To ensure the exactly-once semantics of Flink sinks, external systems must provide a mechanism that supports the two-phase commit protocol. StarRocks does not have this mechanism, and therefore must depend on the checkpointing feature of Flink. Each time Flink generates a checkpoint, a batch of data and their labels are cached as a state. After the checkpoint is generated, the system is blocked to wait until the cached data of the state is written to StarRocks. Then, Flink starts to generate the next checkpoint. This is how StarRocks ensures exactly-once semantics. In this case, if StarRocks breaks down, the stream operators of your Flink sink may be blocked for an extended period of time due to a connection failure. As a result, an alert is triggered and the Flink import job is forcibly terminated.
By default, the data is imported in the CSV format. You can set the sink.properties.row_delimiter parameter to \\x02 to customize a row delimiter and set the sink.properties.column_separator parameter to \\x01 to customize a column delimiter. The sink.properties.row_delimiter parameter is supported in StarRocks 1.15.0 and later.
If your import job is unexpectedly stopped, you can increase the memory capacity of the job.
If the code is run properly and data can be queried but data fails to be written, you must check whether your machine can access the HTTP ports of backends. In other words, you must check whether the IP addresses of backends can be reached by PING messages.
For example, your machine has a public IP address and an internal IP address, the frontends or backends of a cluster can be accessed by using public IP addresses and HTTP ports, and internal IP addresses are used to access backends in the cluster. If you specify the public IP addresses and HTTP ports of frontends by using the load-url parameter when you submit an import job, the frontends forward the write operation to the internal IP addresses and HTTP ports of backends. If the internal IP addresses of backends cannot be reached by PING messages from your machine, the write operation fails.

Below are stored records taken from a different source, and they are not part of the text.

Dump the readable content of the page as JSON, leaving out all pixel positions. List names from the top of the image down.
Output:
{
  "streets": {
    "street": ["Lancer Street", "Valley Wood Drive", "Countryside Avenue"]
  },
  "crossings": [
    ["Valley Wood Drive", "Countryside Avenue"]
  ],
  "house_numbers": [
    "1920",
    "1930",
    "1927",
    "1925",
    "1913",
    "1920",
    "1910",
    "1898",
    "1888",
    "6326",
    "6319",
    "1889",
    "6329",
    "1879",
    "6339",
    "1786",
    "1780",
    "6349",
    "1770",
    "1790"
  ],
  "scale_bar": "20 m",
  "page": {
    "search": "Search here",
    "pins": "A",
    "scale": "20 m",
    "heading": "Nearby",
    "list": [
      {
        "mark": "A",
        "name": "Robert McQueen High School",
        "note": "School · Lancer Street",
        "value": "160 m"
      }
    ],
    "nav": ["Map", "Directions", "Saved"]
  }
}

Example: Synchronize data from a MySQL database by using the Flink StarRocks connector

Basic principles

You can synchronize data from a MySQL database to a StarRocks cluster within seconds by using the Flink change data capture (CDC) connector and StarRocks migration tools. Flink

Note The images and some information in this topic are from Real-time synchronization from MySQL of open source StarRocks.

StarRocks migration tools can automatically generate the CREATE TABLE statements for the source table and sink table based on the information about and table schemas of the MySQL database and StarRocks cluster.

Procedure

Make preparations.
- Download the installation package of Flink.
  We recommend that you use Apache Flink 1.13. The earliest version that is supported is Apache Flink 1.11.
- Download the package of the Flink CDC connector.
  Download a package of the Flink CDC connector for MySQL based on the version of Apache Flink that you use.
- Download the package of the Flink StarRocks connector.
  Important The Flink StarRocks connector varies for Apache Flink 1.13, 1.11, and 1.12.
Copy and paste the downloaded flink-sql-connector-mysql-cdc-xxx.jar and flink-connector-starrocks-xxx.jar packages to the flink-xxx/lib/ directory.

Download the smt.tar.gz package, decompress the package, and then modify the configuration file.

Modify the following parameters in the configuration file:

db: the connection information of the MySQL database.
be_num: the number of nodes in the StarRocks cluster.
[table-rule.1]: the matching rules. You can use regular expressions to match the database names and table names that are used to create the CREATE TABLE statements. You can also configure multiple sets of rules.
flink.starrocks.*: the configuration information of the StarRocks cluster.

Sample code:

[db]
host = 192.168.**.**
port = 3306
user = root
password =

[other]
# number of backends in StarRocks
be_num = 3
# `decimal_v3` is supported since StarRocks-1.18.1
use_decimal_v3 = false
# file to save the converted DDL SQL
output_dir = ./result

[table-rule.1]
# pattern to match databases for setting properties
database = ^console_19321.*$
# pattern to match tables for setting properties
table = ^.*$

############################################
### flink sink configurations
### DO NOT set `connector`, `table-name`, `database-name`, they are auto-generated
############################################
flink.starrocks.jdbc-url=jdbc:mysql://192.168.**.**:9030
flink.starrocks.load-url= 192.168.**.**:8030
flink.starrocks.username=root
flink.starrocks.password=
flink.starrocks.sink.properties.column_separator=\x01
flink.starrocks.sink.properties.row_delimiter=\x02
flink.starrocks.sink.buffer-flush.interval-ms=15000

Run the starrocks-migrate-tool command to generate all the CREATE TABLE statements in the /result directory.
You can run the ls result command to display the files in the /result directory.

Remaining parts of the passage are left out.